03/06/2020
Erste Hilfemaßnahmen in Zeiten von Corona
Der Motor jedes Menschen ist sein Herz. Solang es einwandfrei funktioniert, wird dieses Organ, welches eine großartige Leistung vollbringt, für selbstverständlich genommen.
Nun kann jeder von uns einmal in die Situation kommen, in der das Herz in Schwierigkeiten gerät und nicht so tadellos funktioniert, im schlimmsten Fall kommt es zum Herz-Kreislaufstillstand. Dann sind wir auf die Hilfe anderer Menschen angewiesen.
Zurzeit befinden wir uns alle durch die Bedrohung durch das neuartige Coronavirus in einer schwierigen Phase. Trotzdem müssen wir anderen Menschen helfen, wenn diese in eine lebensbedrohliche Situation geraten.
Die Empfehlung des Deutschen Rates für Wiederbelebung hat die einzelnen Schritte der Reanimation zum Schutz der Helfer vor einer Infektion mit dem Corona-Virus abgewandelt.
So gelingt die Erste-Hilfe:
Den Patienten laut ansprechen und an den Schultern rütteln.
Um die Atmung zu prüfen soll nur die Brustkorbbewegung erfasst werden. Hierfür sollte der Nacken überstreckt und das Kinn angehoben werden.
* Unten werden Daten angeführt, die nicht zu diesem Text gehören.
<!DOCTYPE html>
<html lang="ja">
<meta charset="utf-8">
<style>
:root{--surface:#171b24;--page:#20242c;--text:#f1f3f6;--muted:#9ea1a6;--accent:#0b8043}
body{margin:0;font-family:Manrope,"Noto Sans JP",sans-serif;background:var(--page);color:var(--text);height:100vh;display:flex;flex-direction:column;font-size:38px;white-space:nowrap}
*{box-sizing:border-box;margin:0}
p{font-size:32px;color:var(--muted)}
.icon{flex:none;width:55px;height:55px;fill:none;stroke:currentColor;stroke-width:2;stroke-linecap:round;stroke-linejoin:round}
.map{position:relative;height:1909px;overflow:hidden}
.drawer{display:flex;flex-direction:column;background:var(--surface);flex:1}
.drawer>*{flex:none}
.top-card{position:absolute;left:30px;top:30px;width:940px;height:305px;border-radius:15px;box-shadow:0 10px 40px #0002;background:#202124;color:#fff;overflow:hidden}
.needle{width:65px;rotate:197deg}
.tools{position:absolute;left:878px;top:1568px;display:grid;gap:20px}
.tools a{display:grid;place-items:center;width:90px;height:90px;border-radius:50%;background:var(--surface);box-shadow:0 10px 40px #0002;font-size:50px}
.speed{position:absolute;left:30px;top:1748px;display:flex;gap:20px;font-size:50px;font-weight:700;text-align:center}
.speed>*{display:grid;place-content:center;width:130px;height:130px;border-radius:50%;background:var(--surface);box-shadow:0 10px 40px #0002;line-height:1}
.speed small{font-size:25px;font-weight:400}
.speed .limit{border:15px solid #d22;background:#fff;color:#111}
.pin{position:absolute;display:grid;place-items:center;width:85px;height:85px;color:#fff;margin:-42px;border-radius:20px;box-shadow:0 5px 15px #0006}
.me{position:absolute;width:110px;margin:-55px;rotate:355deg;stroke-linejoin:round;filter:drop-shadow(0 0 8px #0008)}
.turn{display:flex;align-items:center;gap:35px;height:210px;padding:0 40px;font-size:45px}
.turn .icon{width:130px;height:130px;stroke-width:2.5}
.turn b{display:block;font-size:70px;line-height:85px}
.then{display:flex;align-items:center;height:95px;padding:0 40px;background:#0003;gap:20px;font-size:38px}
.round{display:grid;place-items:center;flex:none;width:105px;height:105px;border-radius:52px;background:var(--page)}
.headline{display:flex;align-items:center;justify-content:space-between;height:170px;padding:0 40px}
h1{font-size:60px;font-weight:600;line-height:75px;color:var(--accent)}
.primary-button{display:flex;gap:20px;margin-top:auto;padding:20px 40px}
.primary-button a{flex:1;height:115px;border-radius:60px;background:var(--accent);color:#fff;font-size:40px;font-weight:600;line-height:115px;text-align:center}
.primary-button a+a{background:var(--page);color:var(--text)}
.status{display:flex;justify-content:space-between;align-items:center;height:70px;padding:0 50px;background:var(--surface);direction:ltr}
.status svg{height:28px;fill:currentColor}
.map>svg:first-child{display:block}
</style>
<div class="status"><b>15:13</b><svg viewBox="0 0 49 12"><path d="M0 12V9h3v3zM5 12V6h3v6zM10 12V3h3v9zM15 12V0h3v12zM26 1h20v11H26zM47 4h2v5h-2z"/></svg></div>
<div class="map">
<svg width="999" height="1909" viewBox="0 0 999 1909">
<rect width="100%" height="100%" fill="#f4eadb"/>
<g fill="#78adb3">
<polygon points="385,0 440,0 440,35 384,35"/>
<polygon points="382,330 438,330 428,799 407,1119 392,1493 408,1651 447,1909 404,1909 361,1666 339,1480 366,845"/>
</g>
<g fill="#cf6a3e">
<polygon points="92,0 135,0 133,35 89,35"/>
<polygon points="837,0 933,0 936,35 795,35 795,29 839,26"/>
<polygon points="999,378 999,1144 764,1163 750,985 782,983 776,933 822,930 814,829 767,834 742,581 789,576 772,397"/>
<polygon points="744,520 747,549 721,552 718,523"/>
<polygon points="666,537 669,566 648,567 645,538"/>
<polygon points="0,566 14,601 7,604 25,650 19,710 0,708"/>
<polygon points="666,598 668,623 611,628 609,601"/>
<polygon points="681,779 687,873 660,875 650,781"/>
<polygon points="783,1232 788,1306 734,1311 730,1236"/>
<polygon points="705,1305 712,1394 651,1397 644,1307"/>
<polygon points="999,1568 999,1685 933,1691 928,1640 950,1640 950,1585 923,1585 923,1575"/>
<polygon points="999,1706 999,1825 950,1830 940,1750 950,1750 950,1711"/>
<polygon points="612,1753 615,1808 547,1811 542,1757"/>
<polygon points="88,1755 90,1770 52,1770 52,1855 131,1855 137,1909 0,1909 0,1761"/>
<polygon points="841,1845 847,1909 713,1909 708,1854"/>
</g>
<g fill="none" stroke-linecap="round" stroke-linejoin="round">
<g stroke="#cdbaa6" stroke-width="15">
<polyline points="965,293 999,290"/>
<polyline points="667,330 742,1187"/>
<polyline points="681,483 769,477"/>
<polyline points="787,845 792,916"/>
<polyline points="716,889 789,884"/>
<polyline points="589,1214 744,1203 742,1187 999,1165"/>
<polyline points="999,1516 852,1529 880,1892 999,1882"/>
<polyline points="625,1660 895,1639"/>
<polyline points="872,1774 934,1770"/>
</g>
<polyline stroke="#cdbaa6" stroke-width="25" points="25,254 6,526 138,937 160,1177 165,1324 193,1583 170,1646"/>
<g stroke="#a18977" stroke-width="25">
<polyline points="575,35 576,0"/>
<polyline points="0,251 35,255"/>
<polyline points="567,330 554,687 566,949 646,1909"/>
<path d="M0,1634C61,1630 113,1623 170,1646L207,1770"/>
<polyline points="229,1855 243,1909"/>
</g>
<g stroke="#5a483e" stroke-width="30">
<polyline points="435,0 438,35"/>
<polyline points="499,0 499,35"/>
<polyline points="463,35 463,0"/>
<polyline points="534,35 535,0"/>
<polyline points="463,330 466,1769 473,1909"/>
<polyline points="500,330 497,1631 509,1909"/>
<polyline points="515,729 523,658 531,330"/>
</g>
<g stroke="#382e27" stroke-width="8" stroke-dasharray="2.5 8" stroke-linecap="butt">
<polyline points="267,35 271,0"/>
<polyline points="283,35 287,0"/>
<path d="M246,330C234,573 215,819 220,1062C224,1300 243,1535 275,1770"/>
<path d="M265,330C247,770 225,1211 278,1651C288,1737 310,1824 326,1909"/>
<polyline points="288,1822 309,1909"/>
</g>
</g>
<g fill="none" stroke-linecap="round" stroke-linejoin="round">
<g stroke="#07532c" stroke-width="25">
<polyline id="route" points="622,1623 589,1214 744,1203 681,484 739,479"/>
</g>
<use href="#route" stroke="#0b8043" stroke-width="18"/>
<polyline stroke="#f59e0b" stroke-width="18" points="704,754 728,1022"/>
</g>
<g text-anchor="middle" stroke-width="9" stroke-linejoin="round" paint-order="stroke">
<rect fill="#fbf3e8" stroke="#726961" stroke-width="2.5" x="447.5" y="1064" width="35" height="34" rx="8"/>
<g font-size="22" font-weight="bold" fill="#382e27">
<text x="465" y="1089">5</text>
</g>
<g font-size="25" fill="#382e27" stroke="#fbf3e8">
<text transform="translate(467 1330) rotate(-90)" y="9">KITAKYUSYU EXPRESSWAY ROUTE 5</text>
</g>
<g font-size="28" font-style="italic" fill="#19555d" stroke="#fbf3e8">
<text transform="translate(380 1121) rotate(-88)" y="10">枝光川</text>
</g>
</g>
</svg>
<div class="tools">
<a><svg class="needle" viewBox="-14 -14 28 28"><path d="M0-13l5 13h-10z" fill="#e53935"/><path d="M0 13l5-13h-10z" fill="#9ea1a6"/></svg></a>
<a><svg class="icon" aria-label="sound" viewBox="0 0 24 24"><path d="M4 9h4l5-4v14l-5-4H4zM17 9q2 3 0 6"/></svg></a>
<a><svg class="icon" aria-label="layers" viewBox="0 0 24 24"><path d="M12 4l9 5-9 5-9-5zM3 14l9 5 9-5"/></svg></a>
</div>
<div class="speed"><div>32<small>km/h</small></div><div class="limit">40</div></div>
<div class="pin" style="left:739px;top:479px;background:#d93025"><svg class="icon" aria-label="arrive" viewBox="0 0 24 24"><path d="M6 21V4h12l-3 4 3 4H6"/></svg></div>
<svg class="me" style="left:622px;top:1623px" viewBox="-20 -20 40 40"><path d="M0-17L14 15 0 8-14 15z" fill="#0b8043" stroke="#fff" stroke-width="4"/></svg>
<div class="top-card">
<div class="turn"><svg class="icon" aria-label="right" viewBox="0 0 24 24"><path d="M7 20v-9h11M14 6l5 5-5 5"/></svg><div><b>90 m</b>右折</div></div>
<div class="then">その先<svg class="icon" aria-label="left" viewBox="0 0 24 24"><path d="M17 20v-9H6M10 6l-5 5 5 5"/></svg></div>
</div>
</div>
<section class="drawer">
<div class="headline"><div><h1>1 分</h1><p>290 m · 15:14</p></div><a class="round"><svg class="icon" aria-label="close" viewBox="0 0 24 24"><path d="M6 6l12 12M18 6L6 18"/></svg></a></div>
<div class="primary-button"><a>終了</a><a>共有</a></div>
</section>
Ein Prüfen der Atemgeräusche und eines Luftzuges beim Atmen in der Nähe des Gesichtes des Betroffenen soll vermieden werden. Sind keine Brustkorbbewegungen mit dem bloßen Auge zu erkennen oder bei vorsichtig aufgelegter Hand zu spüren, ist davon auszugehen, dass der Betroffene nicht atmet.
Jetzt muss sofort der Rettungsdienst unter der Telefonnummer 112 gerufen werden. Dann wird sofort mit der Herzdruckmassage begonnen. Neu ist hierbei der empfohlene Eigenschutz gegen eine mögliche Ansteckung mit SARS-CoV-2. Helfer können sich schützen, indem sie vor der Herzdruckmassage ein Tuch oder ein leichtes Kleidungsstück auf die Mund- und Nasenregion des Hilfsbedürftigen legen. Die Atemwege dürfen dabei nicht verlegt werden. Dies kann eine Ansteckungsgefahr reduzieren.
Bei unbekannten hilfsbedürftigen Erwachsenen wird aktuell empfohlen, sich nur auf die Herzdruckmassage und auf den Einsatz eines öffentlich zugänglichen Automatisierten Externen Defibrillator zu konzentrieren und auf eine Mund-zu-Mund- bzw. Mund-zu-Nase-Beatmung zu verzichten. Aber auch abseits der Infektionsgefahr wird die Wiederbelebung mit Beatmung nur dann empfohlen, wenn eine Beatmung sicher durchgeführt werden kann und nicht zur Verzögerung der Herzdruckmassage führt.
„Vorsichtig PRÜFEN, -RUFEN-, dann schützen und DRÜCKEN, DRÜCKEN, DRÜCKEN – und so schnell wie möglich den Defi holen lassen, natürlich ohne die Herzdruckmassage zu unterbrechen“.